§ **DIRECTIONS**
Within the records below, find each line that holds the string "scale", then copy it.
= = = = = = =
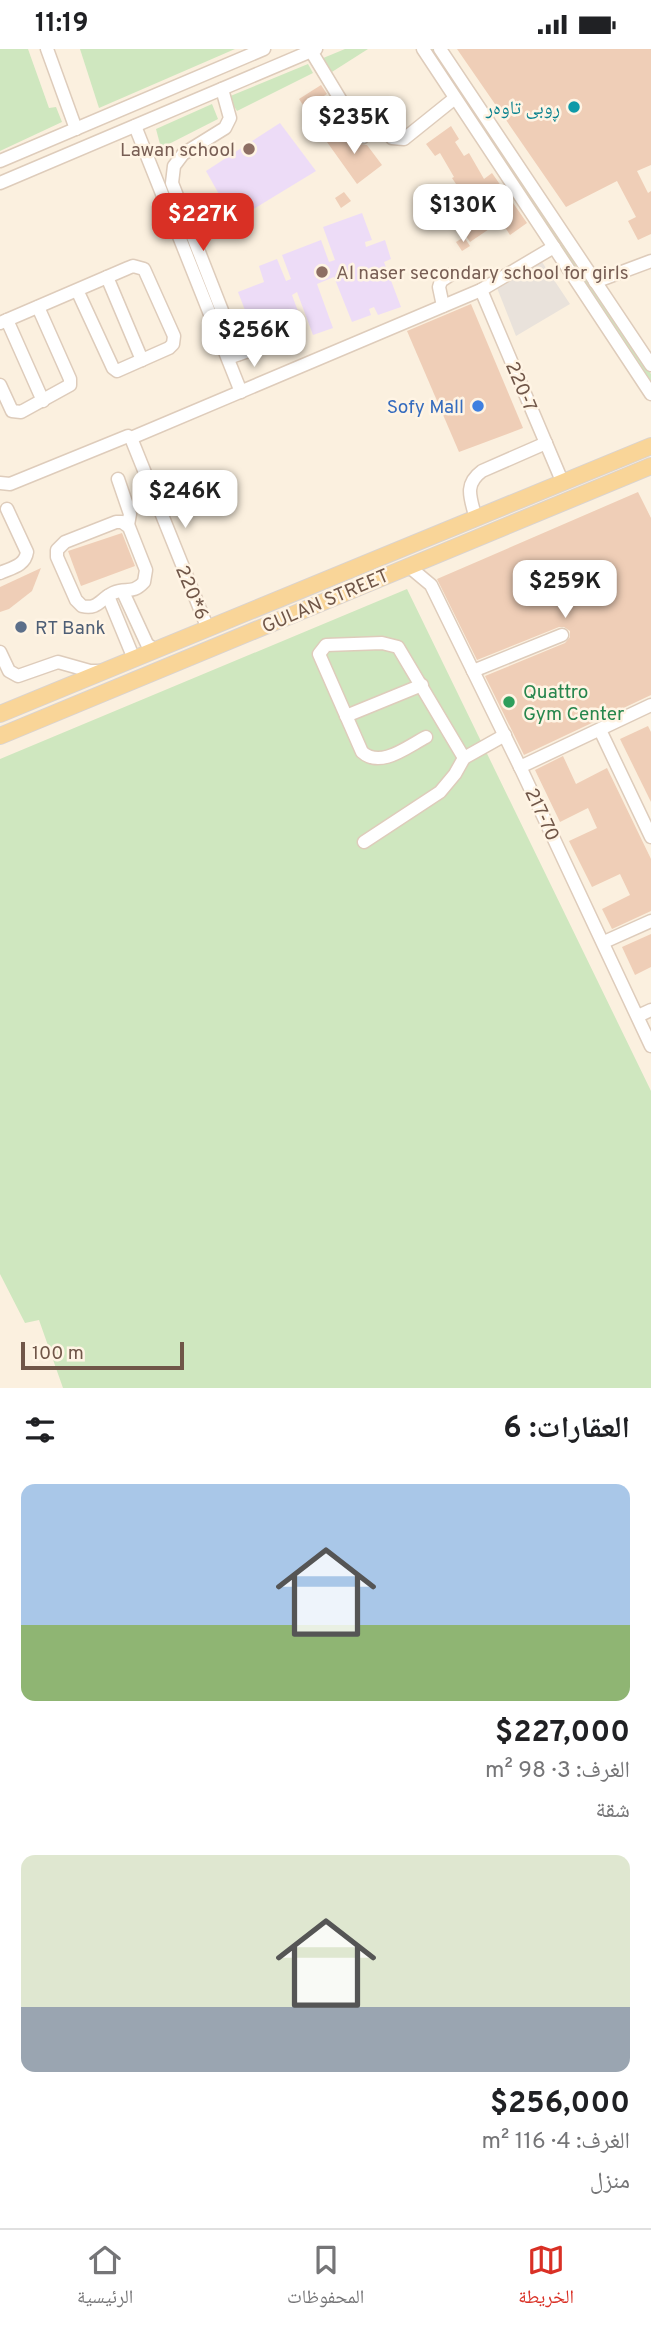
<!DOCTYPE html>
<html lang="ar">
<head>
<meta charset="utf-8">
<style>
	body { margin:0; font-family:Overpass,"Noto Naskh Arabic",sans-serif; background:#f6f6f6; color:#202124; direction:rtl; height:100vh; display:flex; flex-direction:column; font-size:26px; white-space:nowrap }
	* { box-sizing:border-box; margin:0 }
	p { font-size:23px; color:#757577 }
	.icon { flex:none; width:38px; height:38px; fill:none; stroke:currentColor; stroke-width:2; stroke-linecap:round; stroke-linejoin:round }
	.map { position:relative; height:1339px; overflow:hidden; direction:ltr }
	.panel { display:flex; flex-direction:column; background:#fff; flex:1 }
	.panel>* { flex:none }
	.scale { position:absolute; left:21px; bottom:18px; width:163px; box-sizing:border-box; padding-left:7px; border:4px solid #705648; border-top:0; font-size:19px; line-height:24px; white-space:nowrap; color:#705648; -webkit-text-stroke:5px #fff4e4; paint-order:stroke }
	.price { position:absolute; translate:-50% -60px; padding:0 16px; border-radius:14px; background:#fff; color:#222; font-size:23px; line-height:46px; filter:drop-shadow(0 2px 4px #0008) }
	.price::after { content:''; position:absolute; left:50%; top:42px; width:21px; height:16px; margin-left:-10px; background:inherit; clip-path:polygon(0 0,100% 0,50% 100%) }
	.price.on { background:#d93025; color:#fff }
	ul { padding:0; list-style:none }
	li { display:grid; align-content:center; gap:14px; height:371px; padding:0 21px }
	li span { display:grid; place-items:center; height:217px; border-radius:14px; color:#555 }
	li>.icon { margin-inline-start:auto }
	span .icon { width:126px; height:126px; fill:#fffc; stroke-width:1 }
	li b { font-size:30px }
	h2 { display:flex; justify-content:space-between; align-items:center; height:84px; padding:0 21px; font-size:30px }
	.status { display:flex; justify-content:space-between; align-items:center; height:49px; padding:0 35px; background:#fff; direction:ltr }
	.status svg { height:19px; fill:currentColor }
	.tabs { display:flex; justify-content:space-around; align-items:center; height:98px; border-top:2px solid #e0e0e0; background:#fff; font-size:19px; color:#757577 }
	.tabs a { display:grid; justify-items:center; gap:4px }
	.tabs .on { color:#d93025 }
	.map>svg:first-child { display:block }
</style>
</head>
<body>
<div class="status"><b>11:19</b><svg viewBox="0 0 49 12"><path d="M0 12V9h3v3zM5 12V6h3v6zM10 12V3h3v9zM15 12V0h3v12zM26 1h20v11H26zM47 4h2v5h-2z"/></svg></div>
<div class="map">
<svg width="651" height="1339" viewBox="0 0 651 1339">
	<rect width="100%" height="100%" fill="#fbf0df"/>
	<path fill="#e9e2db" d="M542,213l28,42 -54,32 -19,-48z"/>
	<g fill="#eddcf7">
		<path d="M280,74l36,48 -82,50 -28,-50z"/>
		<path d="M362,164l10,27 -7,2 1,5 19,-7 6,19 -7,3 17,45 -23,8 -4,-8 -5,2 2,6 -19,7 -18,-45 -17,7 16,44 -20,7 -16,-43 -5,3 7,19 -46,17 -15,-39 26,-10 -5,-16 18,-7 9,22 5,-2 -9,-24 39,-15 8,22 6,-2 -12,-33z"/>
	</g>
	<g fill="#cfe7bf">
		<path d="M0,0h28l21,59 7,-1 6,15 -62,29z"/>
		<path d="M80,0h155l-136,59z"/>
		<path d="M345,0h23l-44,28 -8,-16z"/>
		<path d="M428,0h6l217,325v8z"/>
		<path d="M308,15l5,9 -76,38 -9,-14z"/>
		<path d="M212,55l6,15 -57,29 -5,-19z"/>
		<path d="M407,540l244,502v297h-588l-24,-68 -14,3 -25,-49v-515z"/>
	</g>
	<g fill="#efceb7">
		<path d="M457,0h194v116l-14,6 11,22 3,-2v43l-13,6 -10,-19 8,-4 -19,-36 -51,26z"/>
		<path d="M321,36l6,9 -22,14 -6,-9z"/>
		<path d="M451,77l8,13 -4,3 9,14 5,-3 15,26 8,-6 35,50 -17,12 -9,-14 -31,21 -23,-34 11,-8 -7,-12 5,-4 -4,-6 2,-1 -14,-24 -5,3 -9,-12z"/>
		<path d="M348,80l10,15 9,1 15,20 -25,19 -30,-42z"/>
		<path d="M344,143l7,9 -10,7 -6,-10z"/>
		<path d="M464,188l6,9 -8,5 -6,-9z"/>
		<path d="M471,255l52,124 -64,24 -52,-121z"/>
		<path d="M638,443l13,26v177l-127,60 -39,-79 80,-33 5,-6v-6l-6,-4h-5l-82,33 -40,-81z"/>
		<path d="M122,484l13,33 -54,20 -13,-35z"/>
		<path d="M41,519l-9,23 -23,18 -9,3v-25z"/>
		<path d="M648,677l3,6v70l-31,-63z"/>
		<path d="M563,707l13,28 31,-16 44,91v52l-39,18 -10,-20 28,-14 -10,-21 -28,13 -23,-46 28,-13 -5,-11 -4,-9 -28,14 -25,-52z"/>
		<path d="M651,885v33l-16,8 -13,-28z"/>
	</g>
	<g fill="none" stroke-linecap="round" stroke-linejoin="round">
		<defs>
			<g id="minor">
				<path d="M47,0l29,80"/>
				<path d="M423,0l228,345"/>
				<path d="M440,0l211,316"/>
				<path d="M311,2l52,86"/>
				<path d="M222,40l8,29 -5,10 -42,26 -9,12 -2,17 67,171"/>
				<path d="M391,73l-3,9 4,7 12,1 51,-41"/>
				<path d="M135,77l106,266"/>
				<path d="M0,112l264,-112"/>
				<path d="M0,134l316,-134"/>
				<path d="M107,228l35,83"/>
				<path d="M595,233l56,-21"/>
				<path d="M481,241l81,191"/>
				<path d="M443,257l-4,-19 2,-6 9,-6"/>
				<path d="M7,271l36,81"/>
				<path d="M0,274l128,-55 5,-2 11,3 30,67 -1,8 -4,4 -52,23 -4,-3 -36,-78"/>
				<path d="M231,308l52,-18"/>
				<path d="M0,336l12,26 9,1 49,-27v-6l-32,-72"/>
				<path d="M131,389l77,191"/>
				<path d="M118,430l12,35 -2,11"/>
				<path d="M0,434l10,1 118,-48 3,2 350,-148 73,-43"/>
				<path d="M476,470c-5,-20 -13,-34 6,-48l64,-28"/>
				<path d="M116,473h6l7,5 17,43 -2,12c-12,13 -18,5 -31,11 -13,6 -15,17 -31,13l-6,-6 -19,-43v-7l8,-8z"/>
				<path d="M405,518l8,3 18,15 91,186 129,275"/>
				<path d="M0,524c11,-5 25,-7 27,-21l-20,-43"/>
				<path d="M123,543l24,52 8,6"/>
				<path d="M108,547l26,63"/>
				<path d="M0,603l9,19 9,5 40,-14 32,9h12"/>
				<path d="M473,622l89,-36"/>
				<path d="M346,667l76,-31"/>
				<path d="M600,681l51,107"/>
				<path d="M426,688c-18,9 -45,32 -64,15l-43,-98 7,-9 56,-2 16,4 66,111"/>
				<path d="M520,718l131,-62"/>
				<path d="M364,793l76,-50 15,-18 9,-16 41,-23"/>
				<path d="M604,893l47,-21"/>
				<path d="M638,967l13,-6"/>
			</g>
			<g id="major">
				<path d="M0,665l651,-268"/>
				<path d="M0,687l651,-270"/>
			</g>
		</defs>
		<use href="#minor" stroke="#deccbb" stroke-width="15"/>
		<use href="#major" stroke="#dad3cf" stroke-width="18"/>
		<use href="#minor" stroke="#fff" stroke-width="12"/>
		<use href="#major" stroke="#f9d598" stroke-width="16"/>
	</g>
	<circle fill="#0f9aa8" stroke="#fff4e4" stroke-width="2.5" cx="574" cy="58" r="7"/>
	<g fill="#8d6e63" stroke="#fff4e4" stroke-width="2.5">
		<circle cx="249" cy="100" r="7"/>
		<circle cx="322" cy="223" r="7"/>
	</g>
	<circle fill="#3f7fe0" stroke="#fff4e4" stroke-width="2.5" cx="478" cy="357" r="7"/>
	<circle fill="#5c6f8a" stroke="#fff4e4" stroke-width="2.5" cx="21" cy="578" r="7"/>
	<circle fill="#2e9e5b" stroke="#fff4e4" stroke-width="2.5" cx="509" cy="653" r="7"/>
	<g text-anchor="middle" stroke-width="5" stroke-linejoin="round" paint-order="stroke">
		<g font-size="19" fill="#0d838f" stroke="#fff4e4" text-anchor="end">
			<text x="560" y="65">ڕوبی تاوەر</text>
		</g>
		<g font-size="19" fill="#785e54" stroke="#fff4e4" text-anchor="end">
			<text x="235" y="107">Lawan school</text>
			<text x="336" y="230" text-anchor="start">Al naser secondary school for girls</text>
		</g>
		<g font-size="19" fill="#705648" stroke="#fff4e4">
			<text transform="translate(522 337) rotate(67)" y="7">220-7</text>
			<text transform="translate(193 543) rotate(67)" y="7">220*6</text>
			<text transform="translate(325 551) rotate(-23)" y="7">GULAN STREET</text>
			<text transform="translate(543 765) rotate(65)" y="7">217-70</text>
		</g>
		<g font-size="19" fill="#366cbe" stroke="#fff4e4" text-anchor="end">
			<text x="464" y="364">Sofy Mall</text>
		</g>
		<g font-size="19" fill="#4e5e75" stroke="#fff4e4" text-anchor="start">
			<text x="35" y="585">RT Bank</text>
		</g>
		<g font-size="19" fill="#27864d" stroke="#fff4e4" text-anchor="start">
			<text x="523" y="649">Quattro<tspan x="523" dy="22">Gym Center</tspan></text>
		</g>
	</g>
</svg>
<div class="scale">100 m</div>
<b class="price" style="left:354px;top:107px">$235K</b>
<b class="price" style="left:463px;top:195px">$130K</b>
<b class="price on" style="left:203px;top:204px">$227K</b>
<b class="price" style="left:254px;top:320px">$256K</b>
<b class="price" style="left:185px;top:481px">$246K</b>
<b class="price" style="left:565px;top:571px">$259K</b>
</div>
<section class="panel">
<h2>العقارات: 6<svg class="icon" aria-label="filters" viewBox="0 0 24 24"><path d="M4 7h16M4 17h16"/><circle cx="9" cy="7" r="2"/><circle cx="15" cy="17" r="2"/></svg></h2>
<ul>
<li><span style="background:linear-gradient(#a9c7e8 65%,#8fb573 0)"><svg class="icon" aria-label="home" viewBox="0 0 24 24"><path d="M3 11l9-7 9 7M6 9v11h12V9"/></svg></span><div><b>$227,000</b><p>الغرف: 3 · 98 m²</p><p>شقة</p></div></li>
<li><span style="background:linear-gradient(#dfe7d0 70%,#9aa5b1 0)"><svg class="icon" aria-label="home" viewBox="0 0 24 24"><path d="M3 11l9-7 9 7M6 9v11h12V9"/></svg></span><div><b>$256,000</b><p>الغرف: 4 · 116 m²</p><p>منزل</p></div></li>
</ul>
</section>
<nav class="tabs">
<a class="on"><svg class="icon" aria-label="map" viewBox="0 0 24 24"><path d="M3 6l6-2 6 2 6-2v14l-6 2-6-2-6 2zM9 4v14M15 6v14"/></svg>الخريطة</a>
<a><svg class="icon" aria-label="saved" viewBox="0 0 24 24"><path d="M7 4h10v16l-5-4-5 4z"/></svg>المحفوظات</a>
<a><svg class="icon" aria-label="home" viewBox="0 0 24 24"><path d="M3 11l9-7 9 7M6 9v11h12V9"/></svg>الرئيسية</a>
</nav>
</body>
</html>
= = = = = = =
§ **RESULT OF THE TASK**
	.scale { position:absolute; left:21px; bottom:18px; width:163px; box-sizing:border-box; padding-left:7px; border:4px solid #705648; border-top:0; font-size:19px; line-height:24px; white-space:nowrap; color:#705648; -webkit-text-stroke:5px #fff4e4; paint-order:stroke }
<div class="scale">100 m</div>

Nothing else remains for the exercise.